_Requirement_
How many lines of the records hold the string "street"? Reply with the number alone.

BEGIN Provided records

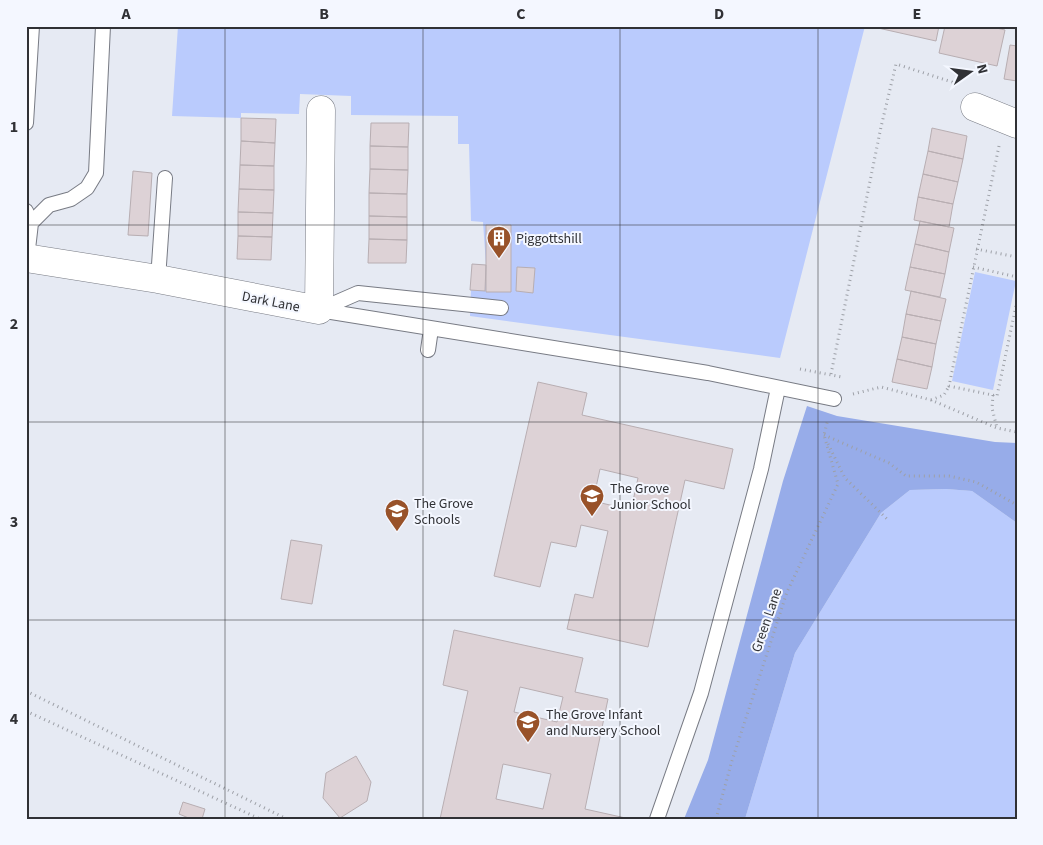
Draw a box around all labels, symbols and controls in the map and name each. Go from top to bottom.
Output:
text: A [120,3,131,25]
text: B [319,3,329,25]
text: C [516,3,526,25]
text: D [714,3,724,25]
text: E [913,3,921,25]
north arrow [946,48,996,98]
text: N [971,62,992,76]
text: 1 [10,116,18,138]
building icon: Piggottshill [486,225,512,259]
place label: Piggottshill [516,229,582,249]
street label: Dark Lane [240,287,302,317]
text: 2 [10,313,18,335]
place label: The Grove Junior School [610,479,691,515]
school or university icon: The Grove Junior School [579,483,605,517]
place label: The Grove Schools [414,494,473,530]
school or university icon: The Grove Schools [384,498,410,532]
text: 3 [10,511,18,533]
street label: Green Lane [747,586,787,655]
place label: The Grove Infant and Nursery School [546,705,661,741]
text: 4 [10,708,19,730]
school or university icon: The Grove Infant and Nursery School [515,709,541,743]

END Provided records

_Result of this task_
2